▶ **Problem to solve**
Of the lines below, report only those that contain "auto".

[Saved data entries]

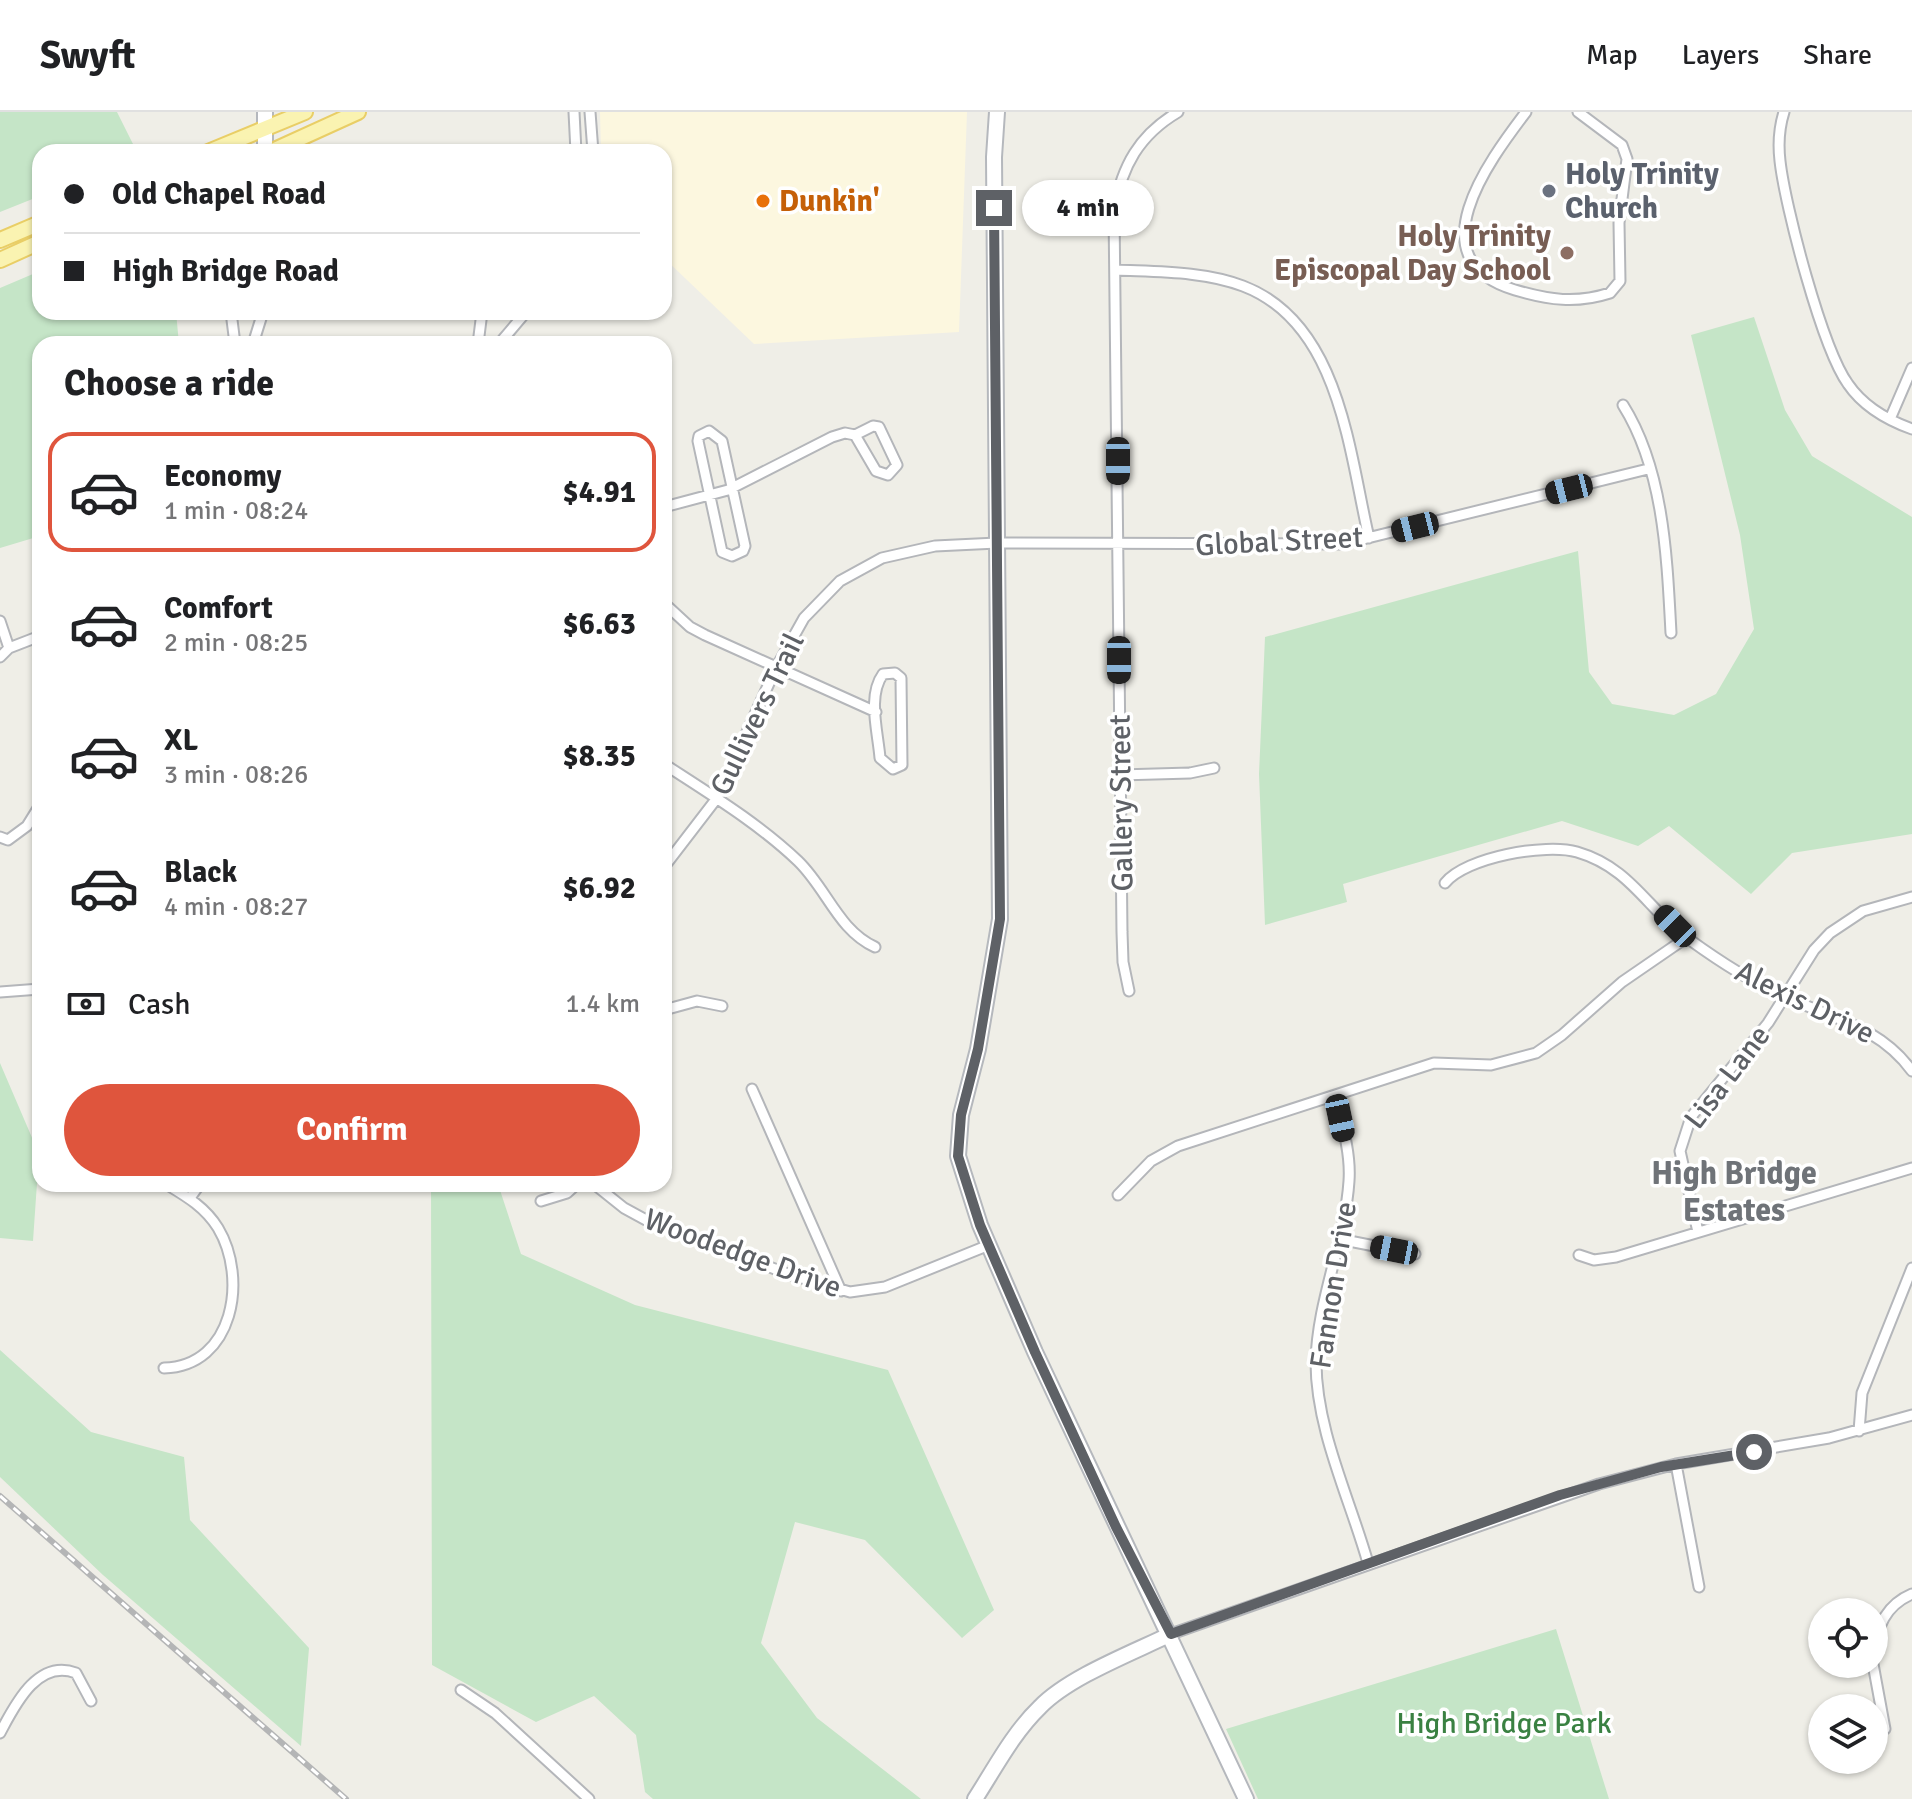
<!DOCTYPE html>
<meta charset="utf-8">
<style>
body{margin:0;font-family:Signika,sans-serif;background:#f6f6f6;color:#202124;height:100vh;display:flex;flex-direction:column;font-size:30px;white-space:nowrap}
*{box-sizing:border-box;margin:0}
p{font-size:26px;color:#757577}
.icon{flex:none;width:44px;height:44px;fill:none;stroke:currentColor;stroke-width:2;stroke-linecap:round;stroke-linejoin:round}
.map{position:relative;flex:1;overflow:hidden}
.sheet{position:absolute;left:32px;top:224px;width:640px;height:856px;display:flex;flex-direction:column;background:#fff;border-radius:24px;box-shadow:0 2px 6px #0004}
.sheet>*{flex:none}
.banner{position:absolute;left:32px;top:32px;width:640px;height:176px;border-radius:24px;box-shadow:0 2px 6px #0004;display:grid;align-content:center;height:176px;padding:0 32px;background:#fff}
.controls{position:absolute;left:1808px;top:1486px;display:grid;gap:16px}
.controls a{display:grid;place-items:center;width:80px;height:80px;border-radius:50%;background:#fff;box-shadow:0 2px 6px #0004;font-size:40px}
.end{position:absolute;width:36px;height:36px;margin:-18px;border:10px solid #5e6166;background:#fff;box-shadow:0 0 0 4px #fff}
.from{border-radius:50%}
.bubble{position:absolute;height:56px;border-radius:28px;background:#fff;box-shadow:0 2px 6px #0004;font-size:26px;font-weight:700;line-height:56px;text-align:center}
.car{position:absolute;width:24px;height:48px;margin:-24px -12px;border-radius:10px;box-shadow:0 0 6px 2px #0007;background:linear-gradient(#222 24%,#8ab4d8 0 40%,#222 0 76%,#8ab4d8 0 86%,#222 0)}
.banner b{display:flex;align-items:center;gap:28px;height:76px;font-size:30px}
.banner b+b{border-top:2px solid #e0e0e0}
.banner i{width:20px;height:20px;background:#202124}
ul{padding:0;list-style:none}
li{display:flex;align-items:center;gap:24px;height:120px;margin:0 16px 12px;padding:0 16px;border:4px solid transparent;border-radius:24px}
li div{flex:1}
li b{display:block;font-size:30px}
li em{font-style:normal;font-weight:700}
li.current{border-color:#df553d}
li>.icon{width:72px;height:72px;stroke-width:1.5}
h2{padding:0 32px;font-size:36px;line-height:96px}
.pay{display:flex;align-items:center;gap:20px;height:88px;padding:0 32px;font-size:30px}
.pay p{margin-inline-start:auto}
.primary-button{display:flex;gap:16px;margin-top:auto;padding:16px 32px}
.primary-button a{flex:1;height:92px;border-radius:48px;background:#df553d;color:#fff;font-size:32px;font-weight:700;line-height:92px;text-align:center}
header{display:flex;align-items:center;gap:48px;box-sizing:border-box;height:112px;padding:0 40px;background:#fff;border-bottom:2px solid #e0e0e0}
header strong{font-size:38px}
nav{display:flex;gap:44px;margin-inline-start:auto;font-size:28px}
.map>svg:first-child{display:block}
</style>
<header>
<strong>Swyft</strong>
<nav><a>Map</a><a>Layers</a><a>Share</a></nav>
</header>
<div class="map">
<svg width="1912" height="1687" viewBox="0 0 1912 1687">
<rect width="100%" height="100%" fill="#efeee7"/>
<path fill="#fcf7df" d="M600,0H967L959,220L754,232L664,146V40H601Z"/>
<path fill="#c5e5c7" d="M0,0H117L137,40H40V84L0,100Z
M40,159V200H176L179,232H40V424L0,436V176Z
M1754,205L1785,298L1812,344L1912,405V722L1792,741L1751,782L1669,714L1638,734L1562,709L1343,772L1347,790L1265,813L1259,662L1265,525L1578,439L1589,560L1612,592L1674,603L1716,582L1754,517L1740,423L1691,223Z
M0,951L39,1042L33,1129L0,1126Z
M431,1072H498L521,1142L635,1193L888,1258L994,1498L962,1526L865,1428L795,1410L761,1531L817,1606L921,1687H653L645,1680L636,1623L594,1584L536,1610L432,1553Z
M0,1238L91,1320L184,1345L190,1408L309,1536L301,1634L103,1463L0,1365Z
M1556,1517L1609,1687H1258L1226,1617Z"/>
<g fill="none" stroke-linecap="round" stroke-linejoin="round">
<defs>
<path id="street" d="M574,0L576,40
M590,0L593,40
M1526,0C1488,50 1415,148 1515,178C1549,188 1576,192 1610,181L1620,169L1619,111L1627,47L1622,33L1578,0
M1784,0C1779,16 1778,32 1780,49C1785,94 1822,236 1848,272C1863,294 1887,308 1912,317
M1116,158C1157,160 1204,159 1243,174C1340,211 1349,340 1369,426
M231,200L235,232
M253,232L263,200
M478,232L482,200
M499,232L526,200
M1623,293C1664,358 1667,446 1671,521
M1890,307L1912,256
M873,314L879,315L897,353L888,363L876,359L855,323Z
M709,319L722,329L745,434L743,439L732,444L722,440L698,329L699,324Z
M664,395L728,378L832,325L845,321L855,323
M664,491L690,515L705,523L876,600
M0,509L9,536
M0,545L9,536L40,524
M895,561L901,566L902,653L893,657L880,646C878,620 867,584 883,562Z
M664,652C710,682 758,711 798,749C827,777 838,818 875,835
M1120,663L1190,661L1214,656
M0,725L8,728L27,714L40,693
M664,755L717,686L776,556L804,506L840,469L882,446L935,434L997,431L1343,432L1648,357
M1445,771C1466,745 1546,731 1577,740C1632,756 1648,799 1690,828C1719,849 1751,870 1784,884C1832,907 1878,913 1912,959
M1129,879L1123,850L1122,820L1114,98C1122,54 1139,23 1178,0
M0,880L40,877
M664,898L697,889L722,894
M752,977L841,1179
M1335,985C1342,1012 1351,1041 1349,1069C1345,1130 1317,1189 1316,1250C1316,1318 1350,1387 1368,1451
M594,1072L624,1096L646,1108L788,1162L850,1180L885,1175L989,1133
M1118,1083L1151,1049L1178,1034L1434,951L1491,953L1536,941L1562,923L1622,870L1686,826
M190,1086L200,1072
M541,1089L567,1081L577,1072
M1698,1120L1680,1039L1691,1005L1768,911L1814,838L1830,821L1863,799L1912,785
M1339,1127L1415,1142
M1579,1143L1594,1148L1616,1145L1912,1056
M164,1256C234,1254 248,1166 218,1116C205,1095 186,1084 166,1072
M1859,1319L1862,1281L1912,1156
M1676,1352L1699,1475
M1171,1522L1599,1372L1676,1352L1829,1326L1912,1303
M1874,1543C1876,1515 1886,1493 1912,1482
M1873,1552L1885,1617
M461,1578L495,1601L589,1687
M0,1621C14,1595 37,1546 76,1561L91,1589"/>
<path id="secondary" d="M265,0V40
M997,0L994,45L1000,807L978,937L961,1003L958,1044L980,1113L1035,1240L1246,1687
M975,1687C995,1656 1013,1621 1040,1595C1069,1565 1132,1541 1171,1522"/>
<path id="primary" d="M208,40L305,0
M270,40L358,0
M0,128L40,111
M0,148L40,130"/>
</defs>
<use href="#street" stroke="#b4b6ba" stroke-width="13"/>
<use href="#secondary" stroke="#b5b8bd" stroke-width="18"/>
<use href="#primary" stroke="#e9ce66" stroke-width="18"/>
<use href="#street" stroke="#fff" stroke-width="9"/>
<use href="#secondary" stroke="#fff" stroke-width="14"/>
<use href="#primary" stroke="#faf3b1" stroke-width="14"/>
<defs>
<path id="rail" d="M0,1384L346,1687"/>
</defs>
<use href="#rail" stroke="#b4b5b6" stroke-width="6"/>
<use href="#rail" stroke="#fff" stroke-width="3" stroke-dasharray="9" stroke-linecap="butt"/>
</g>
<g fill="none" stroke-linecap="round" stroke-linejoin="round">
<path stroke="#5e6166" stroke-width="10" d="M994,96L1000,807L978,937L961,1003L958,1044L980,1113L1035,1240L1116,1415L1171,1522L1560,1383L1661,1355L1754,1340"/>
</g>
<circle fill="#6b7280" stroke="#fff" stroke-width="3" cx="1549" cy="79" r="8"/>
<circle fill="#e8710a" stroke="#fff" stroke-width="3" cx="763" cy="89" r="8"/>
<circle fill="#8d6e63" stroke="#fff" stroke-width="3" cx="1567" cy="141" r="8"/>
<g text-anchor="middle" stroke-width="7" stroke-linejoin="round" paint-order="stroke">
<g font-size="30" font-weight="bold" fill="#5b616d" stroke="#fff" text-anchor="start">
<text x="1565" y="72">Holy Trinity<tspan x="1565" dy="34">Church</tspan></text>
</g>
<g font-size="30" font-weight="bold" fill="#c56008" stroke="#fff" text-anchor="start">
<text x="779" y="99">Dunkin'</text>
</g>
<g font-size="30" font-weight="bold" fill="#785e54" stroke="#fff" text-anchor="end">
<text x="1551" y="134">Holy Trinity<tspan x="1551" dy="34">Episcopal Day School</tspan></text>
</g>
<g font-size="30" fill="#5e6166" stroke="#fff">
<text transform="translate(1279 429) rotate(-3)" y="10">Global Street</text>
<text transform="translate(757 602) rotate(-64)" y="10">Gullivers Trail</text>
<text transform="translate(1121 691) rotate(-91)" y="10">Gallery Street</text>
<text transform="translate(1805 890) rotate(26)" y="10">Alexis Drive</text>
<text transform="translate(1727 965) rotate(-53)" y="10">Lisa Lane</text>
<text transform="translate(743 1141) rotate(20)" y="10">Woodedge Drive</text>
<text transform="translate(1333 1173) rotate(-81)" y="10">Fannon Drive</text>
</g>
<g font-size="30" fill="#3a8142" stroke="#fff">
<text x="1504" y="1621">High Bridge Park</text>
</g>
<g font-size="32" font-weight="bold" fill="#6f7378" stroke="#fff">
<text x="1734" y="1072">High Bridge<tspan x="1734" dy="37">Estates</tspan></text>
</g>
</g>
</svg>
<div class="controls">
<a><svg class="icon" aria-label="locate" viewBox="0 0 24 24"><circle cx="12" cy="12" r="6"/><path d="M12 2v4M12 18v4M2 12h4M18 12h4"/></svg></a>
<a><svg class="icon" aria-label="layers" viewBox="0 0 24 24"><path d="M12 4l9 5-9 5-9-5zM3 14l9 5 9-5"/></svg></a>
</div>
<i class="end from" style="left:1754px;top:1340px"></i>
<i class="end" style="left:994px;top:96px"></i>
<div class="bubble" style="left:1022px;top:68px;width:132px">4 min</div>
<i class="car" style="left:1118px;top:349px;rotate:180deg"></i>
<i class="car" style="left:1569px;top:377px;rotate:256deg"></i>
<i class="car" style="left:1415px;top:415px;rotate:256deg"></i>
<i class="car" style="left:1119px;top:548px;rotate:180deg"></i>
<i class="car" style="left:1675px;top:814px;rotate:315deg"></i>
<i class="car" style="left:1340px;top:1006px;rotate:168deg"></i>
<i class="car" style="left:1394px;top:1138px;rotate:281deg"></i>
<div class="banner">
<b><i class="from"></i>Old Chapel Road</b>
<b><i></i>High Bridge Road</b>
</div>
<section class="sheet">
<h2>Choose a ride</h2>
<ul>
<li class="current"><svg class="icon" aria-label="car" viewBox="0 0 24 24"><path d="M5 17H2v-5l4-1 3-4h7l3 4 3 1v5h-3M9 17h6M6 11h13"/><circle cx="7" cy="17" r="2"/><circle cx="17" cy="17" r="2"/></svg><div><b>Economy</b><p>1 min · 08:24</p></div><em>$4.91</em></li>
<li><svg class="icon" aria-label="car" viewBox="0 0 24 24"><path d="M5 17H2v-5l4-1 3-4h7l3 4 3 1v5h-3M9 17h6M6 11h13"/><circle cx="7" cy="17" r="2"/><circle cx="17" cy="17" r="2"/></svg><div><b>Comfort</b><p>2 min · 08:25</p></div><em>$6.63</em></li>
<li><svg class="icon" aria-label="car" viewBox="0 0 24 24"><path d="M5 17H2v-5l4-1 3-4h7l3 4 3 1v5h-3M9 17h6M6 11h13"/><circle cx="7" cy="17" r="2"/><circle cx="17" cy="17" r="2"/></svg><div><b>XL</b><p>3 min · 08:26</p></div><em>$8.35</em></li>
<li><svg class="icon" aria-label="car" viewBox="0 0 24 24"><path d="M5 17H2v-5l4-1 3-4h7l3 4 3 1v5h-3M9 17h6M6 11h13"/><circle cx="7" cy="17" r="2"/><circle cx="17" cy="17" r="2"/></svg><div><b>Black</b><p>4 min · 08:27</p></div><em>$6.92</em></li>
</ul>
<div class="pay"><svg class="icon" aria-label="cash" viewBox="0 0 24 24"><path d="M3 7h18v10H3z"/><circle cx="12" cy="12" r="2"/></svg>Cash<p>1.4 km</p></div>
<div class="primary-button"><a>Confirm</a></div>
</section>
</div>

▶ **Reply to the task**
.pay p{margin-inline-start:auto}
.primary-button{display:flex;gap:16px;margin-top:auto;padding:16px 32px}
nav{display:flex;gap:44px;margin-inline-start:auto;font-size:28px}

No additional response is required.